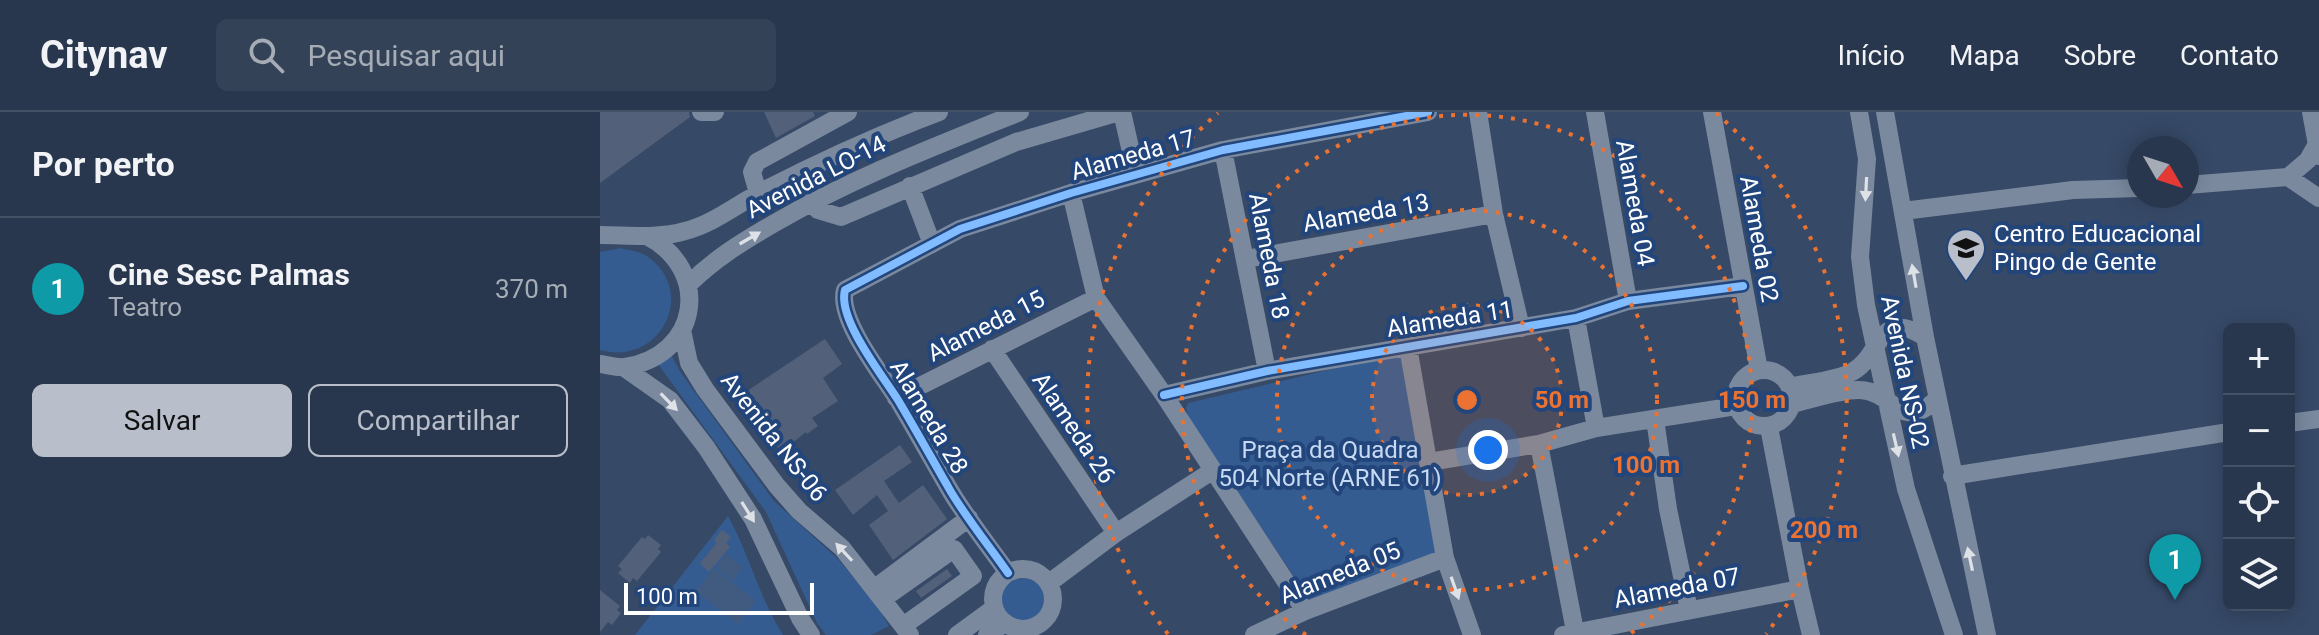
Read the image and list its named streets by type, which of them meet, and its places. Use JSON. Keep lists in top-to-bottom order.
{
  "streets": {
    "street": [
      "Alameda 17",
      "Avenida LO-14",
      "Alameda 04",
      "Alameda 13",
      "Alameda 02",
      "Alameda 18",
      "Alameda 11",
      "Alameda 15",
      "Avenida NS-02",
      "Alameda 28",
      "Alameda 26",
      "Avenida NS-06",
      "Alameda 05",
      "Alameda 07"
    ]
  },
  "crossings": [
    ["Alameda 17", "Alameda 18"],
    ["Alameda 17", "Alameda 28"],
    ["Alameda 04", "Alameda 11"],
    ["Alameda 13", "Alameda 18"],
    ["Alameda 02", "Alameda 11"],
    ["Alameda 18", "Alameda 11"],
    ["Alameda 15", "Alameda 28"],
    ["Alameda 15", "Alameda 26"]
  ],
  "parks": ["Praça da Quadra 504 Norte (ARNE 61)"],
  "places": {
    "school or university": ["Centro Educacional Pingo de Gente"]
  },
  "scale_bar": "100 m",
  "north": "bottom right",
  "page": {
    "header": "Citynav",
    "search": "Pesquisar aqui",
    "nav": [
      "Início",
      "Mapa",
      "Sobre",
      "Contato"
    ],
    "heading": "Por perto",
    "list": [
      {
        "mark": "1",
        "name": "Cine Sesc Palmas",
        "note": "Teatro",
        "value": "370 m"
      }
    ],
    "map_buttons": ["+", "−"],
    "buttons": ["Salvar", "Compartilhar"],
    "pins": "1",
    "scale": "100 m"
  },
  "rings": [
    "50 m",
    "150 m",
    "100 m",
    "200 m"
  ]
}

** What the task requires **
All lines from the listing above that include "bottom" should be shown.

** Your response **
Read the image and list its named streets by type, which of them meet, and its places. Use JSON. Keep lists in top-to-bottom order.
  "north": "bottom right",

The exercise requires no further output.